Grant destroyed a Heinkel He 115 seaplane off the Dutch coast on 28 November. He had become separated from the flight of Spitfires he was leading on a sortie to attack shipping on canals in Holland and had encountered the seaplane, taking the opportunity to shoot it down. On 13 February 1943, the squadron took off for a mission across northern France and shortly after crossing the French coast the Spitfires sighted and engaged a force of Fw 190s. However, a further 20 German fighters attacked out of the sun. Ian Grant, Reg Grant's brother who also flew with No. 485 Squadron, was killed during the attack, one of three Spitfires to be shot down.
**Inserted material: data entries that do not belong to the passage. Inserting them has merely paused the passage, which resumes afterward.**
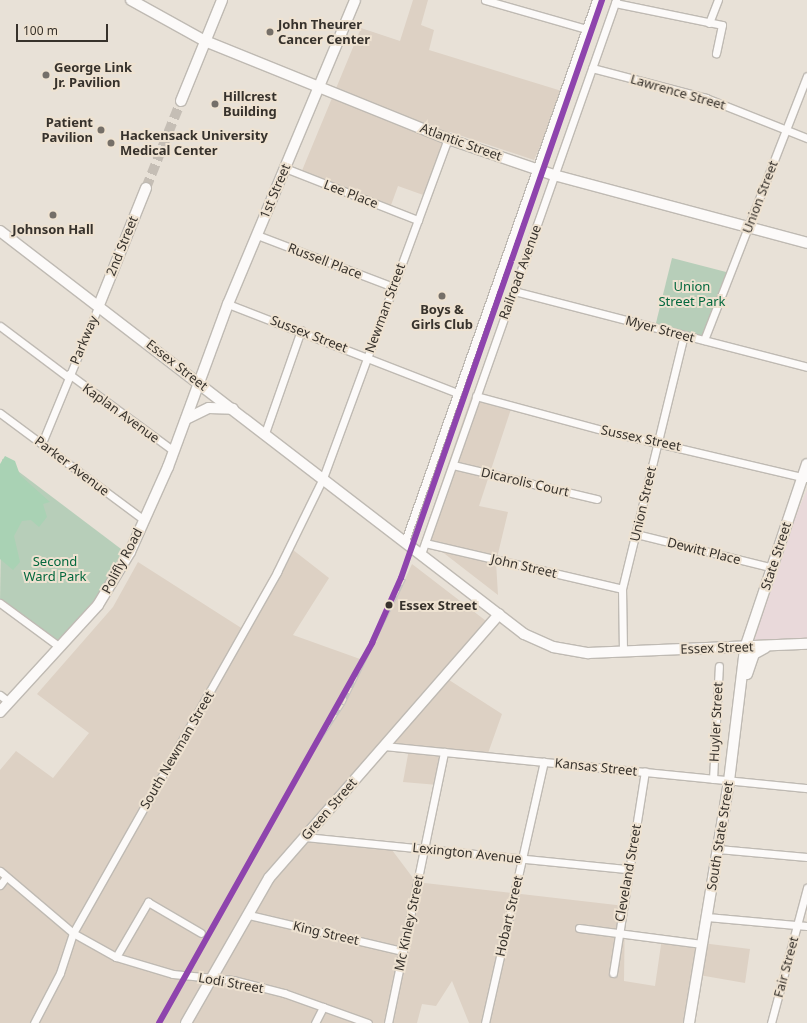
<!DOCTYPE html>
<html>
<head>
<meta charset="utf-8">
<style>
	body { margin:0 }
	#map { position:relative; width:807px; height:1023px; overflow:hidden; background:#e8e1d7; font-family:"Noto Sans",sans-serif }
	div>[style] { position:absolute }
	.commercial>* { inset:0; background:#e9d9da }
	.industrial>* { inset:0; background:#ddd1c4 }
	.green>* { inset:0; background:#b7ceb9 }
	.forest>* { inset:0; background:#a9d2b4 }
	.secondary-tunnel>* { height:10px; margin-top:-5px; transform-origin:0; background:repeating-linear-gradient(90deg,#c5beb5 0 10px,transparent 0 15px) }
	.roads { filter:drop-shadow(1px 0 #bfbab3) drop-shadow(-1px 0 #bfbab3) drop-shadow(0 1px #bfbab3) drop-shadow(0 -1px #bfbab3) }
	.street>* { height:7px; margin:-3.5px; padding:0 3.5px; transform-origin:3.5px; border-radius:3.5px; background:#fcfaf9 }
	.secondary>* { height:10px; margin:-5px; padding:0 5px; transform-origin:5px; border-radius:5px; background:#fcfaf9 }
	.rail>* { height:3.5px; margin-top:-1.75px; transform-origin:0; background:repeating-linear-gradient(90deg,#eee2d1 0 6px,#c4c2c0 0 12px); box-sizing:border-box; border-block:1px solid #c4c2c0 }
	.rail-1>* { height:6px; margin:-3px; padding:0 3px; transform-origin:3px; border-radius:3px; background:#8e44ad }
	.dots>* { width:11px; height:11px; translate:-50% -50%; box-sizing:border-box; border:2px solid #eee2d1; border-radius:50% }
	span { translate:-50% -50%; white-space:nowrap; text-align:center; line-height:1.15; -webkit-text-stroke:4px #eee2d1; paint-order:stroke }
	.poi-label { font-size:13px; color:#37322c; font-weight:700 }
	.left { translate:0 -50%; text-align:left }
	.right { translate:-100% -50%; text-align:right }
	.street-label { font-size:13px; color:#37322c }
	.park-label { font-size:13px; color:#03683e }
	.stop-label { font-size:13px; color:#37322c; font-weight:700 }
	.scale { position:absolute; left:16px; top:24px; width:92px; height:18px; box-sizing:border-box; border:2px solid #37322c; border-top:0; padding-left:5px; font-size:12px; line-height:14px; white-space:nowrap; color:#37322c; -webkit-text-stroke:3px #eee2d1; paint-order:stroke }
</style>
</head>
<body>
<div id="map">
	<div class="commercial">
		<div style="clip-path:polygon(807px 490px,807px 644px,745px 648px,773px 568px)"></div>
	</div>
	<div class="industrial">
		<div style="clip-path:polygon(413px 0,428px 0,421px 25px,434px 30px,429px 50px,565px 92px,534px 160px,450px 132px,426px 196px,398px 186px,390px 208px,301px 173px,361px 28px,400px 41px)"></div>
		<div style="clip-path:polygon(471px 397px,512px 406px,479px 506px,508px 512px,496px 562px,498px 595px,423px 537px)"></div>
		<div style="clip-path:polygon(288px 546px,329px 578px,293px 635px,360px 659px,377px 639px,412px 564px,490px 624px,446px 678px,502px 714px,487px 756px,446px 752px,438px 785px,403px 782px,409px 749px,384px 748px,308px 835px,389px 846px,416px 882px,625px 906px,624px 981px,655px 986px,662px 938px,750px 949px,745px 983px,699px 975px,691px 1023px,469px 1023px,452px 981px,436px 1006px,422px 1004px,417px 1023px,0 1023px,0 770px,16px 751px,53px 778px,89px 733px,37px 694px,113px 607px,138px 562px,246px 631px)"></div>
	</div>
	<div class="green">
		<div style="clip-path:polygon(672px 258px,730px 273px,704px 340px,655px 327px)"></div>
		<div style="clip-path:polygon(2px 459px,129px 555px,121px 570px,60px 647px,0 603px)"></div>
	</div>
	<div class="forest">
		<div style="clip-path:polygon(5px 456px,15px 461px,20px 475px,50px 502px,43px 504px,47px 517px,39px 527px,31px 520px,22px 521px,14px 536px,20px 562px,13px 570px,0 559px,0 464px)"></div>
	</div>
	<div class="secondary-tunnel">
		<div style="left:146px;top:188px;width:94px;rotate:-68.1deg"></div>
	</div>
	<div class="roads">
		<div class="street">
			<div style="left:485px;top:0;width:105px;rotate:16deg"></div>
			<div style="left:615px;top:3px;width:109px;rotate:11.6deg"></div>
			<div style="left:722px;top:25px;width:29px;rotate:102deg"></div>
			<div style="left:709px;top:23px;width:25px;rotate:-69deg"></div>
			<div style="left:592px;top:68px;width:118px;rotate:14.7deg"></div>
			<div style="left:706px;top:98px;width:109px;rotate:21.6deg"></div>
			<div style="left:285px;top:168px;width:143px;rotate:21.4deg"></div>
			<div style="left:257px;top:235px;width:146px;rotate:20.9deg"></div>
			<div style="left:514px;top:291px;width:303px;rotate:14.5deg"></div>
			<div style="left:228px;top:304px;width:246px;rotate:21.2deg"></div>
			<div style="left:0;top:326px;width:85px;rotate:36.9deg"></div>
			<div style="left:704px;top:340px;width:283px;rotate:-68.7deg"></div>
			<div style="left:69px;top:374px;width:130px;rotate:36.3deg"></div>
			<div style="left:476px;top:396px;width:135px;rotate:15.1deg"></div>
			<div style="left:606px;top:431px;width:206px;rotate:13.2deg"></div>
			<div style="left:0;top:413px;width:179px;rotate:36.6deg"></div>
			<div style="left:265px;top:433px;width:109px;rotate:-70.7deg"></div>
			<div style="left:42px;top:443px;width:149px;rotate:-67.6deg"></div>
			<div style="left:453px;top:465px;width:148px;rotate:13.3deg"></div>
			<div style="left:636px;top:534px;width:141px;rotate:13.9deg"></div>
			<div style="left:405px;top:541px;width:574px;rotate:-70.55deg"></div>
			<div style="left:425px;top:543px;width:202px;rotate:13.1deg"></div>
			<div style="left:421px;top:554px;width:587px;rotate:-70.61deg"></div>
			<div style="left:0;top:603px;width:74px;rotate:36.3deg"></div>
			<div style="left:623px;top:651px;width:62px;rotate:-90.9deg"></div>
			<div style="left:622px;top:589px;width:261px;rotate:-76.3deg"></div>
			<div style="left:0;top:695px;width:11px;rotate:38deg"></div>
			<div style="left:385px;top:746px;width:424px;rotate:5.7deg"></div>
			<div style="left:713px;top:779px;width:113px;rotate:-87deg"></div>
			<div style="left:305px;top:837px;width:325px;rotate:5.7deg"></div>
			<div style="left:718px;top:849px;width:89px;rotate:5.1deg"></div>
			<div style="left:0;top:871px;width:96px;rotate:40.3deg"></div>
			<div style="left:73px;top:933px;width:49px;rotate:29.2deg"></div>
			<div style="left:116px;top:957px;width:59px;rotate:16.6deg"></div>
			<div style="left:173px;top:974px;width:60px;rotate:5.7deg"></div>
			<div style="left:233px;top:980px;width:53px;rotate:14.3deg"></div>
			<div style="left:284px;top:993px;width:89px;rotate:19.7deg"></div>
			<div style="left:0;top:885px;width:10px;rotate:-53deg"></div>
			<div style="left:249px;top:915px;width:158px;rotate:13.2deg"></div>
			<div style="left:707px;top:917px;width:100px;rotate:5.1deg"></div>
			<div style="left:579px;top:928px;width:124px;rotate:7.4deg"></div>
			<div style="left:116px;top:957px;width:64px;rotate:-59.8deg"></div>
			<div style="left:148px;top:902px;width:61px;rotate:30.3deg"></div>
			<div style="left:613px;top:973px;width:204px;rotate:-81deg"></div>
			<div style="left:34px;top:1023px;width:56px;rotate:-62.5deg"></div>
			<div style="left:60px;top:973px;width:42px;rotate:-72deg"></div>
			<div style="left:73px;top:933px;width:415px;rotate:-60.5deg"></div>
			<div style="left:277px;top:572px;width:105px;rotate:-63.9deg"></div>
			<div style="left:323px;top:478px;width:361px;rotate:-69.8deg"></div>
			<div style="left:315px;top:1023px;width:18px;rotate:-63deg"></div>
			<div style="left:388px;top:1023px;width:277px;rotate:-78.3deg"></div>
			<div style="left:485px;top:1023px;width:268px;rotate:-77.3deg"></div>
			<div style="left:771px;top:1023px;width:140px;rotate:-75.1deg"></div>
		</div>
		<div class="secondary">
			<div style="left:131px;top:0;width:85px;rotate:29deg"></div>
			<div style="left:205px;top:41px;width:262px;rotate:22deg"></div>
			<div style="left:448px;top:139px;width:112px;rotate:18.8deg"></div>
			<div style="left:554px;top:175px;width:262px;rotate:15deg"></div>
			<div style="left:181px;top:101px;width:109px;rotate:-67.9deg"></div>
			<div style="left:0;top:231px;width:661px;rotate:37.56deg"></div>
			<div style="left:524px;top:634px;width:32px;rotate:24deg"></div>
			<div style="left:553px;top:647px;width:36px;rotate:10deg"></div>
			<div style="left:588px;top:653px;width:219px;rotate:-2.4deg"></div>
			<div style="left:99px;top:305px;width:126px;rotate:-68.1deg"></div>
			<div style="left:186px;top:419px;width:25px;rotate:-26deg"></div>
			<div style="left:209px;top:408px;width:24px;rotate:2deg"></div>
			<div style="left:747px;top:674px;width:21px;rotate:-71deg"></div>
			<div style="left:754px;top:654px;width:13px;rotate:-29deg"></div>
			<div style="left:0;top:712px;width:145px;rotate:-47.5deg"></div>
			<div style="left:98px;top:605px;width:62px;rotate:-58.9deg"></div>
			<div style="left:130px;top:552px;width:93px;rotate:-65.9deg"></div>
			<div style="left:168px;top:467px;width:174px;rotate:-69.8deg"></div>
			<div style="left:228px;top:304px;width:329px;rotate:-67.3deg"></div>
			<div style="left:186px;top:1023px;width:167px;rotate:-60.2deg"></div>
			<div style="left:269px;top:878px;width:350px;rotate:-48.9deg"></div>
			<div style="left:689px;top:1023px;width:245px;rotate:-80.6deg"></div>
			<div style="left:729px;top:781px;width:134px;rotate:-83.1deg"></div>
			<div style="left:745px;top:648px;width:194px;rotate:-71.4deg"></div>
		</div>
	</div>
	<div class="rail">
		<div style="left:306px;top:760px;width:67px;rotate:-56.5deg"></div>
		<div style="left:343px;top:704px;width:139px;rotate:-64deg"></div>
	</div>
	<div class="rail-1">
		<div style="left:159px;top:1023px;width:436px;rotate:-60.7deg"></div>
		<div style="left:372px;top:643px;width:71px;rotate:-66deg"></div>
		<div style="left:401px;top:578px;width:612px;rotate:-70.82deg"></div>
	</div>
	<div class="dots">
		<div style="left:270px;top:32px;background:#756f68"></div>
		<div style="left:46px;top:75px;background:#756f68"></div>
		<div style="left:215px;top:104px;background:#756f68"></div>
		<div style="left:101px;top:130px;background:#756f68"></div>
		<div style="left:111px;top:143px;background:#756f68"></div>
		<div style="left:53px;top:215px;background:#756f68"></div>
		<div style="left:442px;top:296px;background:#756f68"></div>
		<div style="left:389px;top:605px;background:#37322c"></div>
	</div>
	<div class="poi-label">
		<span class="left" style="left:278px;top:32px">John Theurer<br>Cancer Center</span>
		<span class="left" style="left:54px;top:75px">George Link<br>Jr. Pavilion</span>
		<span class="left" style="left:223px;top:104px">Hillcrest<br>Building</span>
		<span class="right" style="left:93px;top:130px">Patient<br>Pavilion</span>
		<span class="left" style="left:120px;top:143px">Hackensack University<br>Medical Center</span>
		<span style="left:53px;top:229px">Johnson Hall</span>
		<span style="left:442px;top:317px">Boys &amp;<br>Girls Club</span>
	</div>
	<div class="street-label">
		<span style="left:678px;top:92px;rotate:16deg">Lawrence Street</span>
		<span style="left:461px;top:142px;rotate:20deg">Atlantic Street</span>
		<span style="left:275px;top:191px;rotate:-67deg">1st Street</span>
		<span style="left:351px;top:194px;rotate:21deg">Lee Place</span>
		<span style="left:760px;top:197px;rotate:-69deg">Union Street</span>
		<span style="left:122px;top:246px;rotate:-68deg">2nd Street</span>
		<span style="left:325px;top:261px;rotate:21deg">Russell Place</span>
		<span style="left:520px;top:272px;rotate:-70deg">Railroad Avenue</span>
		<span style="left:385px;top:308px;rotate:-70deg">Newman Street</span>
		<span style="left:660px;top:329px;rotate:15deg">Myer Street</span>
		<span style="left:309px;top:334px;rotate:21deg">Sussex Street</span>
		<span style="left:84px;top:340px;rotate:-67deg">Parkway</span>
		<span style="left:177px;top:365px;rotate:38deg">Essex Street</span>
		<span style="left:121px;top:413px;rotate:36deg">Kaplan Avenue</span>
		<span style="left:641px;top:438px;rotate:12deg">Sussex Street</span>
		<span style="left:72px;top:466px;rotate:37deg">Parker Avenue</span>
		<span style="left:525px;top:482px;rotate:13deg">Dicarolis Court</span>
		<span style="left:643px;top:504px;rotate:-77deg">Union Street</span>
		<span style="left:704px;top:551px;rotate:14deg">Dewitt Place</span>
		<span style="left:776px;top:556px;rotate:-72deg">State Street</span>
		<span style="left:122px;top:561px;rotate:-62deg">Polifly Road</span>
		<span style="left:524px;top:566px;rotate:13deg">John Street</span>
		<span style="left:717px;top:648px;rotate:-2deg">Essex Street</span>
		<span style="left:716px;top:722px;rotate:-87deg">Huyler Street</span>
		<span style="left:177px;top:750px;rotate:-60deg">South Newman Street</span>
		<span style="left:596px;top:767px;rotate:6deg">Kansas Street</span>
		<span style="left:329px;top:809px;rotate:-49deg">Green Street</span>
		<span style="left:720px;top:836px;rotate:-81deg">South State Street</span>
		<span style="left:467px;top:853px;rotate:6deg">Lexington Avenue</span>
		<span style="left:628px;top:873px;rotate:-80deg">Cleveland Street</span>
		<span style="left:509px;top:916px;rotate:-77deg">Hobart Street</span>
		<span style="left:409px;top:923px;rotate:-78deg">Mc Kinley Street</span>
		<span style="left:326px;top:933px;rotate:13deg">King Street</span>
		<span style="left:786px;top:967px;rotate:-75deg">Fair Street</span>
		<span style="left:231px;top:983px;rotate:10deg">Lodi Street</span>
	</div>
	<div class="park-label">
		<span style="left:692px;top:294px">Union<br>Street Park</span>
		<span style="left:55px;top:569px">Second<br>Ward Park</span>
	</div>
	<div class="stop-label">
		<span class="left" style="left:399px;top:605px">Essex Street</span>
	</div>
	<div class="scale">100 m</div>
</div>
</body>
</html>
Reg Grant engaged the Fw 190 that had carried out the attack and shot it down. Grant completed his operational tour in March, by this time having carried out over 180 sorties and destroying at least seven enemy aircraft. He was awarded a bar to his DFC in June. The citation for the bar read:

This officer has completed a very large number of sorties and has displayed exceptional keenness, a fine fighting spirit and great devotion to duty. He has destroyed at least 8 enemy aircraft.
— London Gazette, No. 36054, 15 June 1943

After a brief attachment at RNZAF headquarters in London, Grant spent some months in Canada as part of the New Zealand Air Mission, lecturing New Zealand air crew trainees and also touring the United States. He then returned to England and attended Fighter Leaders' School. In November he was given command of No. 65 Squadron, at the time operating the Spitfire Mk. IX but shortly to begin converting to the North American P-51 Mustang fighter. Early in 1944 Grant was promoted to wing commander and appointed wing leader of No. 122 Wing, of which No. 65 Squadron was part. On 21 January, while flying a Spitfire Mk. IX, he shared in the destruction of a Messerschmitt Me 210 heavy fighter over St. Pol. On 28 February, he took off for a sortie across the English Channel. Shortly after takeoff, in cloud, the engine of his fighter cut out. After ordering the wing to carry on without him, he turned back to base. On coming out of cloud at 1000 ft, he bailed out but was too low for his parachute to open properly and fell to his death.

Buried at Brookwood Military Cemetery, Grant was credited with having destroyed seven German aircraft, a half share in another aircraft shot down and one probably destroyed.